The requirements for being a focusable area include being rendered for most elements, which requires producing CSS boxes. Thus a display:none element would not be a focusable area. This will run the focus update steps which dispatch the blur event.

This behavior logically makes sense to me, because a display: none element can’t be focused in the first place, so an element that becomes display: none shouldn’t retain focus, and everything that happens upon loss of focus should happen.

rniwa commented 5 years ago

Note that WebKit's behavior to not lose focus (blur) the element which loses CSS box due to display:none was a compatibility requirement on facebook's mobile site as recently as five years ago. This is also the behavior IE had and WebKit deliberately decided not to remove focus from such an element seven years ago.

It's possible that the compatibility story has changed in recent years due to Blink's market share but I wouldn't discount the major Web compatibility risk Gecko and WebKi would face if we were to implement Blink's relatively new behavior. In fact, Blink is literally the only major engine which exhibits this behavior so I'm inclined to say the spec needs to be updated to match WebKit/Gecko/IE behavior instead assuming Blink is willing to change its behavior back.

rniwa commented 5 years ago
<!DOCTYPE html>
<html>
<body>
<pre id="log"></pre>
<script>

onload = () => {
    const input = document.createElement('input');
    document.body.appendChild(input);
    input.focus();
    input.addEventListener('blur', () => log.textContent += 'blur');
    input.style.display = 'none';
    document.body.getBoundingClientRect();
    input.style.display = null;
}

</script>
</body>
</html>

Doesn't log blur in Chrome regardless of document.body.getBoundingClientRect() is executed or not so this seems to indicate that Chrome is indeed waiting for some time to decide whether the element has become invisible or not. The following example also seems to always logs blur and this is problematic because it implies that we'd have to resolve the style after each task. We don't want to do that.


<!DOCTYPE html>
<html>
<body>
<pre id="log"></pre>
<script>

onload = () => {
    const input = document.createElement('input');
    document.body.appendChild(input);
    input.focus();
    input.addEventListener('blur', () => log.textContent += 'blur');
    input.style.display = 'none';
    setTimeout(() => {
        input.style.display = null;
    }, 0);
}

</script>
</body>
</html>
tkent-google commented 5 years ago

I agree that the blur behavior in this case is not important for site compatibility, and we can change the HTML specification. However, dispatching no events and keeping activeElement aren't logical and such behavior would be a pitfall for web developers. So I wonder if we can define an algorithm which is easily implementable.

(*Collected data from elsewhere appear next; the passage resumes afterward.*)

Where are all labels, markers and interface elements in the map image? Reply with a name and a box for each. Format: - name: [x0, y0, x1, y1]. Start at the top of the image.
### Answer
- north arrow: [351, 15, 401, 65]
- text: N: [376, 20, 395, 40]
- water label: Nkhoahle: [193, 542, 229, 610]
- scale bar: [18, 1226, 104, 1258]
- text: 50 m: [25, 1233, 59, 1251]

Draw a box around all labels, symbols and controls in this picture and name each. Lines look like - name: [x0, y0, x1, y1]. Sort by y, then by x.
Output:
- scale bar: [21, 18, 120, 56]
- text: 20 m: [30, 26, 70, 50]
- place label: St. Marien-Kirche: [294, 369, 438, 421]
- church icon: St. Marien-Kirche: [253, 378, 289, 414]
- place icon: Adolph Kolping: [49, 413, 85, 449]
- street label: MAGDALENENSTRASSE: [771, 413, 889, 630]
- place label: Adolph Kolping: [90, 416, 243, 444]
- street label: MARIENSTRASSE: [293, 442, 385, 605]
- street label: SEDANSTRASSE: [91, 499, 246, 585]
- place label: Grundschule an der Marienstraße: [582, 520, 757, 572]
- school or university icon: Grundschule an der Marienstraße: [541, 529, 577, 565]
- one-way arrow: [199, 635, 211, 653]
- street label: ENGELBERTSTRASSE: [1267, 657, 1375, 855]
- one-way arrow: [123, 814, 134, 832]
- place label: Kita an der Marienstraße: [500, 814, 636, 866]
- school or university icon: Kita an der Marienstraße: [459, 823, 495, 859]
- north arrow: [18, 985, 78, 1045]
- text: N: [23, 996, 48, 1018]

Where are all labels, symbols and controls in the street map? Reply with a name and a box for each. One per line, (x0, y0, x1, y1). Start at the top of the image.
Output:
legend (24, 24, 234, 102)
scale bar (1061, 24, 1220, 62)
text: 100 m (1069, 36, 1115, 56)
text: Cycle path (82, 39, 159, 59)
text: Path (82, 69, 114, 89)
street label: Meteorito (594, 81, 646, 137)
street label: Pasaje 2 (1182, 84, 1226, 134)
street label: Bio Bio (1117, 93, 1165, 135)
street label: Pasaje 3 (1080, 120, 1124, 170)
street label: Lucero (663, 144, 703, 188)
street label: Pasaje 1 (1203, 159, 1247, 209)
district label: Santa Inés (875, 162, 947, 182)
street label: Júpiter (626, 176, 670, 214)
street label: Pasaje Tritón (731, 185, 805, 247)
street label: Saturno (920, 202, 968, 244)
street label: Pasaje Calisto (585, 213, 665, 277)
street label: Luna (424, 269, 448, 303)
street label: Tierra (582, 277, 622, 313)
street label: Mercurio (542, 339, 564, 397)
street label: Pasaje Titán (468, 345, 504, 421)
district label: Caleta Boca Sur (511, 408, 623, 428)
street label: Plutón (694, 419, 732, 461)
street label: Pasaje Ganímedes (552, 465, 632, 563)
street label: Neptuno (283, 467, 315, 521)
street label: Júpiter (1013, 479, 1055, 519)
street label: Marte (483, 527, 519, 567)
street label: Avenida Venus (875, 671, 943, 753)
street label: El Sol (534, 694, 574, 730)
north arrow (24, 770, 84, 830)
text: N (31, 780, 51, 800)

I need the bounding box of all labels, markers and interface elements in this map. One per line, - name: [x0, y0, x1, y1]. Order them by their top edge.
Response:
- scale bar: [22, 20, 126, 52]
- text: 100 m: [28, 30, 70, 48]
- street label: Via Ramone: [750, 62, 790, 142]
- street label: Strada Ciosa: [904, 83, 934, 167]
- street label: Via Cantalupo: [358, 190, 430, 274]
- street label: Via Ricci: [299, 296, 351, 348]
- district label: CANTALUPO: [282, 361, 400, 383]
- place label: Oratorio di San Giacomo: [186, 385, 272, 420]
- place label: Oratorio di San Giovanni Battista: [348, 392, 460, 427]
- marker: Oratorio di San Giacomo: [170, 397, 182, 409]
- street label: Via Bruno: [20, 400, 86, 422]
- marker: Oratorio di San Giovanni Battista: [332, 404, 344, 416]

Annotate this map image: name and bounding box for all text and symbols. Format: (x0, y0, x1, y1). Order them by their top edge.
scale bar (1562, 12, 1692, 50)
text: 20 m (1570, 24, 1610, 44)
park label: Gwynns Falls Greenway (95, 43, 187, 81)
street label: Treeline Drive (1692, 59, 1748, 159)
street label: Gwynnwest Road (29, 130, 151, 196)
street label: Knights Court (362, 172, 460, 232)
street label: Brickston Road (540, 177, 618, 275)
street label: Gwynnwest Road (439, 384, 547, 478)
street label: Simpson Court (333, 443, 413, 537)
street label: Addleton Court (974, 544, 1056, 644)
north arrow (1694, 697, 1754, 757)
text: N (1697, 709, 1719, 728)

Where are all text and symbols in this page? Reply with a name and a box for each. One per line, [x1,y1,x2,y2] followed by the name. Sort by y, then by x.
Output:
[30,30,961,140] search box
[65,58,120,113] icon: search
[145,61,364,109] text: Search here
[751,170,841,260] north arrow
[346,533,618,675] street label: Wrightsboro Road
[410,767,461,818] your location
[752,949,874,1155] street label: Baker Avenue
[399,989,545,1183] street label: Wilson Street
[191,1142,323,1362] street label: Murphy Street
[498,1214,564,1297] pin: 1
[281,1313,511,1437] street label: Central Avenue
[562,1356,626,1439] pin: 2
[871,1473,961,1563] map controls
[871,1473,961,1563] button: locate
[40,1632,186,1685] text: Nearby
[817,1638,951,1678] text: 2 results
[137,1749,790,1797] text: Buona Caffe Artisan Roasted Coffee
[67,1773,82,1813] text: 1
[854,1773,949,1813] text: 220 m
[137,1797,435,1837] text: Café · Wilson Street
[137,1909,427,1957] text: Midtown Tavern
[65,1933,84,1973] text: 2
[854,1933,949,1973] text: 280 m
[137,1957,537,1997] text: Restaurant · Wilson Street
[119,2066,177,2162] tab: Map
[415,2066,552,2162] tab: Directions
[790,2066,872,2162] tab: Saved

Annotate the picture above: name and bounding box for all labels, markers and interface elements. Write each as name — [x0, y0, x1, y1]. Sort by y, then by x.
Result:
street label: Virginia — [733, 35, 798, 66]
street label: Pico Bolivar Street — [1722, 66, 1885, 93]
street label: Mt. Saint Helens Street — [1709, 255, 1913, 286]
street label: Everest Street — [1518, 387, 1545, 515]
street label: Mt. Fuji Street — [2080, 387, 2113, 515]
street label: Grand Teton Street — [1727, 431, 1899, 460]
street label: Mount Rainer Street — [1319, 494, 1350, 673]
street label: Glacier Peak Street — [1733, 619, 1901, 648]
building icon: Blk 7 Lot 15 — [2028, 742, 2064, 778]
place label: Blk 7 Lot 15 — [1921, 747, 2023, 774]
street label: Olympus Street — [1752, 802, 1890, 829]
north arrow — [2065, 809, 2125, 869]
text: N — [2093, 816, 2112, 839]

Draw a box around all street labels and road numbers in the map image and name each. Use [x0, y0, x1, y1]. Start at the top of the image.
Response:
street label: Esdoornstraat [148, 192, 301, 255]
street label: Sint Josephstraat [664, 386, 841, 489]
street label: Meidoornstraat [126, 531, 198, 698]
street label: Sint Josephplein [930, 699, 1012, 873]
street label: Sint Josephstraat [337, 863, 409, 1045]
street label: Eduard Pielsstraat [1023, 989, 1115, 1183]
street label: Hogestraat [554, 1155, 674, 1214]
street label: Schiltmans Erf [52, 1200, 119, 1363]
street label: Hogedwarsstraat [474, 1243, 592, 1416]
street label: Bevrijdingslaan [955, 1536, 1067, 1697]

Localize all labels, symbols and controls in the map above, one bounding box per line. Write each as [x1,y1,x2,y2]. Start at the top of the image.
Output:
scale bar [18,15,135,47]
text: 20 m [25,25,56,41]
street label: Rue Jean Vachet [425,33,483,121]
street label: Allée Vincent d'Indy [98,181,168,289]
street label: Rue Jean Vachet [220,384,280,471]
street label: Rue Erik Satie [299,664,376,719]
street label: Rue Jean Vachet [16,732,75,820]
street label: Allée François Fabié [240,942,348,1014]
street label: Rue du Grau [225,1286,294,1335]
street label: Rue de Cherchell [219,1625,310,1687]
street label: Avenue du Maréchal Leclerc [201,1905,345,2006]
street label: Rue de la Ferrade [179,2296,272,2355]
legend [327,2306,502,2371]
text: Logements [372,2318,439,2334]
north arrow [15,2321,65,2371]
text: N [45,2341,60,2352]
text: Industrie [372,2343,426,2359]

A wild idea is to add something like activeElement-focsusable-check step to Update the rendering. It can handle many cases such as disconnecting focused element, changing tabindex/contenteditable attributes, changing disabled state as well as loosing CSS box.

rniwa commented 5 years ago

A wild idea is to add something like activeElement-focsusable-check step to Update the rendering. It can handle many cases such as disconnecting focused element, changing tabindex/contenteditable attributes, changing disabled state as well as loosing CSS box.

That's probably the only sane way to define this behavior.